Camintel, a joint Cambodian state- and
Korean-owned company, would offer mobile services in 2012, CEO Kang
Nam-kook said yesterday at a telecommunications conference in Phnom
Penh.
“Although we are a fixed-line player now, ultimately our
plan is to be in mobile,” he said, adding the service was linked to what
would be a two-pronged business strategy combining fixed-line and
mobile services.
“Our goal is to be the number-one telecoms operator in Cambodia.”
The mobile service would be available in about a year, Kang Nam-kook said on the sidelines of the conference.
Camintel’s
data services – particularly attractive to smartphone users – should
differentiate it from the eight other providers in the country, he
claimed.
Camintel would most likely be the final operator to
enter the market, Sea Nareth, the Ministry of Posts and
Telecommunications’ director of radio frequency management and
licensing, said yesterday.
The ministry, however, would not stop
entrants as long as there was frequency available, Sea Nareth said,
adding that the entry of another operator was good for competition.

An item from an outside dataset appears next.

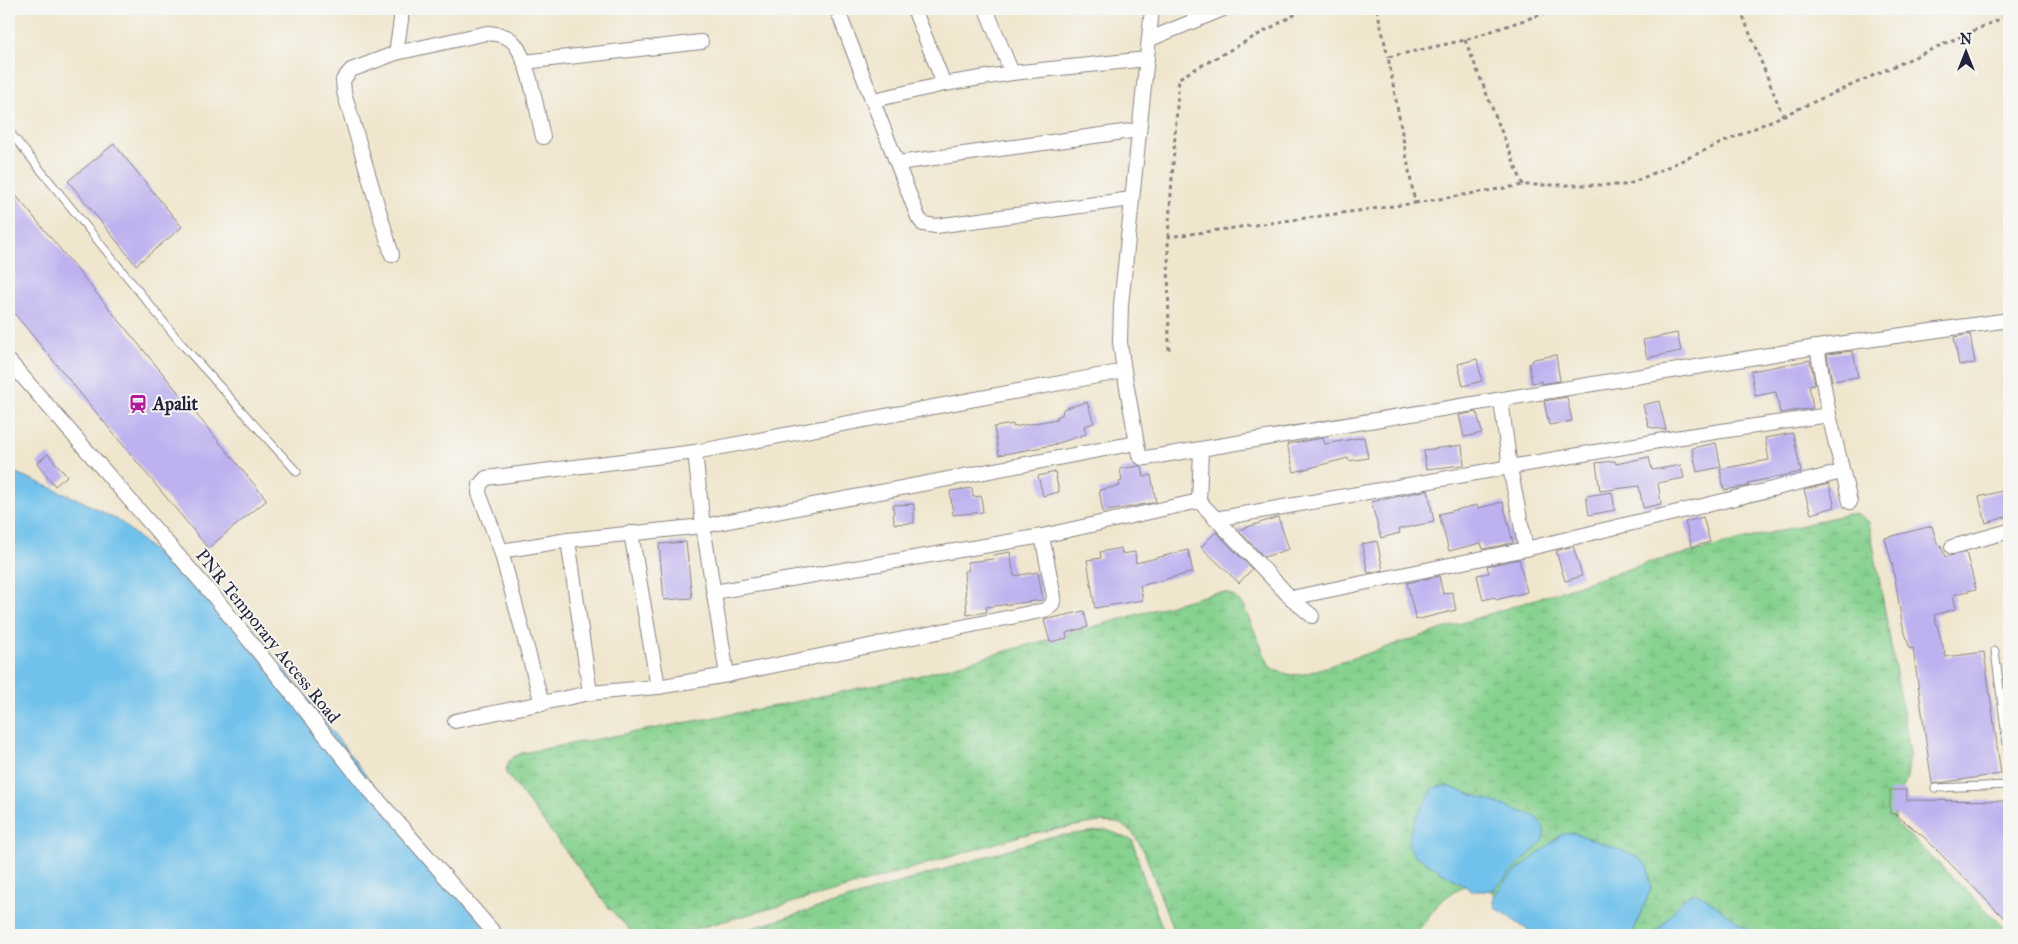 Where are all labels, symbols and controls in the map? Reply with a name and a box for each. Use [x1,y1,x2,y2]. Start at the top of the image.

“We cannot stop players coming into the market because this is a free market,” Sea Nareth said.
“But Camintel is the last player, as far as I can see.”
Sea Nareth said Camintel was awarded its mobile licence just five months ago.
As
overall industry revenues contracted for Cambodia’s eight current
mobile operators, government regulation should be enhanced to limit
uncompetitive service providers, OSK Bank analyst Jeffery Tan said.
“There
needs to be an overhaul of the regulatory structure advocating
transparency in the award of spectrums [and] licences, and a formal
legal structure established to govern the industry properly,” Tan said
via email from Kuala Lumpur.
Consolidation, as industry watchers
have long noted about Cambodia’s market, would be essential to the
future of the market, he added.
Camintel’s announcement came as a
surprise to the Kingdom’s other telecoms operators, as insiders largely
agree that the sector is overcrowded.
“Most independent
observers say [the market] can support three to four operators. This is
the ninth,” Hello chief executive officer Simon Perkins said yesterday.
“I can’t imagine [their] business being successful.”
Kang
Nam-kook said Camintel’s fixed-line and mobile convergence plan would
target banks, hotels and office buildings, but Perkins said the low
number of fixed lines in the country would limit the plan’s
profitability.
Korean-owned KTC Cable Co bought a 49 per cent
stake in Camintel in 2008, according to Camintel’s website. The Ministry
of Posts and Telecommunications owns 51 per cent, the website says.
Camintel,
along with Telecom Cambodia, was one of the Kingdom’s biggest
fixed-line operators, Kang Nam-kook said at yesterday’s conference.
The company also operates as an internet service provider and sells internet protocol phones.